Coroners' Recommendations on Pregnancy-Related Fatalities in the UK Frequently Overlooked, Research Shows
New research indicates that avoidance recommendations issued by coroners after maternal deaths in the UK are not being acted upon.
Key Findings from the Study
Academics from King's College London examined PFD reports issued by medical examiners concerning expectant mothers and new mothers who passed away between 2013 and 2023.
The study, published in a prominent medical journal, identified 29 PFDs related to maternal deaths, but discovered that approximately 65% of these suggestions were ignored.
Concerning Data and Trends
Two-thirds of these deaths took place in medical facilities, with more than half of the women passing away post-delivery.
The most common reasons of death were:
- Severe bleeding
- Complications during early pregnancy
- Suicide
Medical Examiners' Main Worries
Problems highlighted by coroners most frequently featured:
- Inability to provide appropriate treatment
- Lack of case escalation
- Inadequate staff training
Response Rates and Regulatory Requirements
Healthcare providers, similar to other regulatory organizations, are legally required to reply to the coroner within 56 days.

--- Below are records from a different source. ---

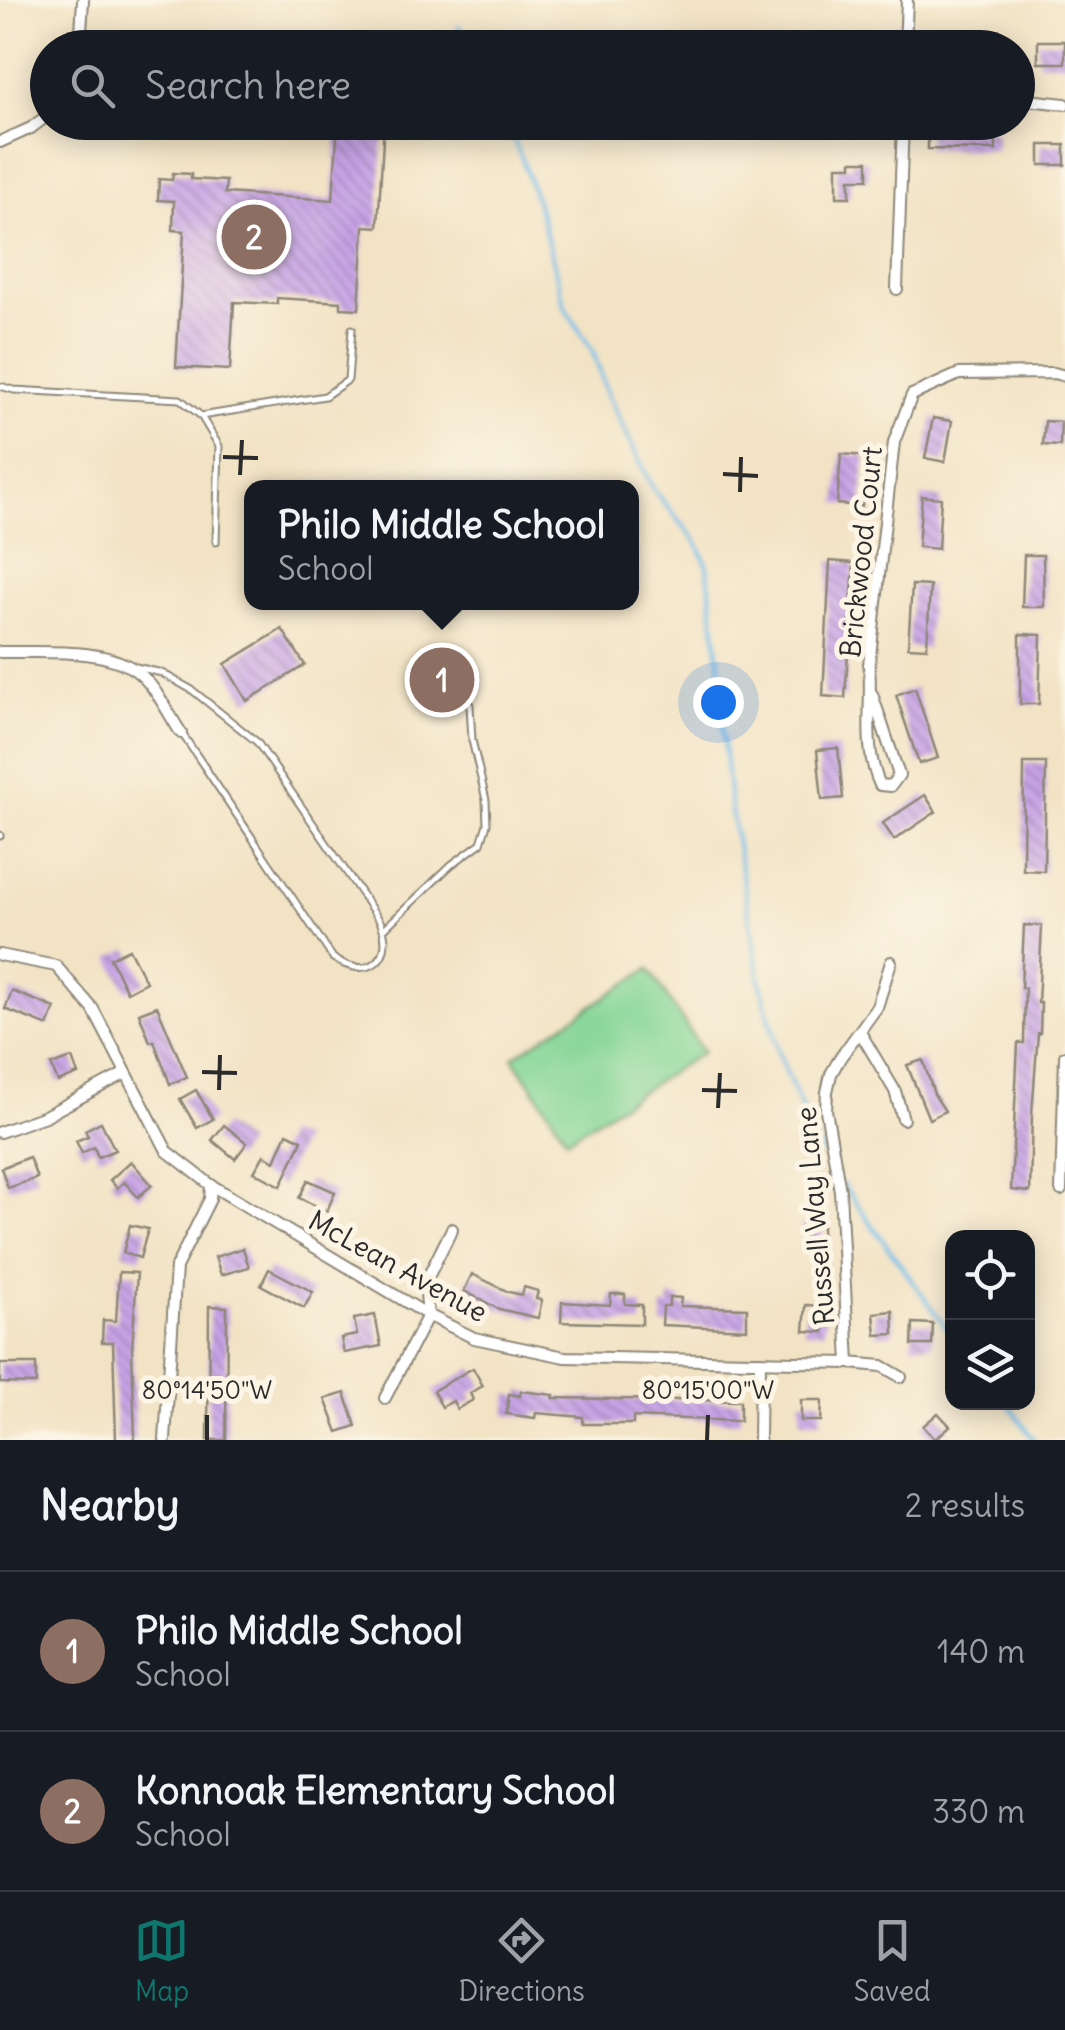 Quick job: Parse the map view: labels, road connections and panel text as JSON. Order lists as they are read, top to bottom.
{
  "streets": {
    "street": ["Brickwood Court", "Russell Way Lane", "McLean Avenue"]
  },
  "crossings": [
    ["Russell Way Lane", "McLean Avenue"]
  ],
  "page": {
    "search": "Search here",
    "pins": ["2", "1"],
    "popup": ["Philo Middle School", "School"],
    "heading": ["Nearby", "2 results"],
    "list": [
      {
        "mark": "1",
        "name": "Philo Middle School",
        "note": "School",
        "value": "140 m"
      },
      {
        "mark": "2",
        "name": "Konnoak Elementary School",
        "note": "School",
        "value": "330 m"
      }
    ],
    "nav": ["Map", "Directions", "Saved"]
  },
  "coordinates": ["80°14'50\"W", "80°15'00\"W"]
}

However, the study discovered that only 38% of PFDs had publicly available responses from the organizations they were sent to.
Worldwide and National Context
According to latest data from the World Health Organization, about 260,000 women passed away during and after pregnancy and childbirth, even though the majority of these cases could have been prevented.
While the vast majority of pregnancy-related fatalities happen in lower and middle-income countries, the risk of maternal mortality in wealthier countries is on average 10 per 100,000 births.
In the UK, the maternal mortality rate for recent years was 12.82 per 100,000 live births.
Professional Perspective
"The voices of parents and pregnant people must be given proper attention," commented the principal researcher of the study.
The academic emphasized that PFDs should be included as part of the upcoming independent investigation into maternity services to ensure that the identical mistakes and fatalities do not happen repeatedly.
Individual Loss Illustrates Widespread Problems
One relative shared their story: "Postnatal mental health issues can be fatal if not handled swiftly and properly."
They continued: "If lessons aren't being learned then it's probable other mothers are slipping through the net."
Official Reaction
A representative from the official inquiry said: "The objective of the official review is to identify the underlying problems that have led to poor outcomes, including deaths, in maternal healthcare."
A government health department spokesperson described the failure of institutions to reply quickly to PFDs as "unreasonable."
They confirmed: "We are implementing urgent measures to enhance security across maternal healthcare, including through sophisticated tracking technology and initiatives to avoid neurological damage during delivery."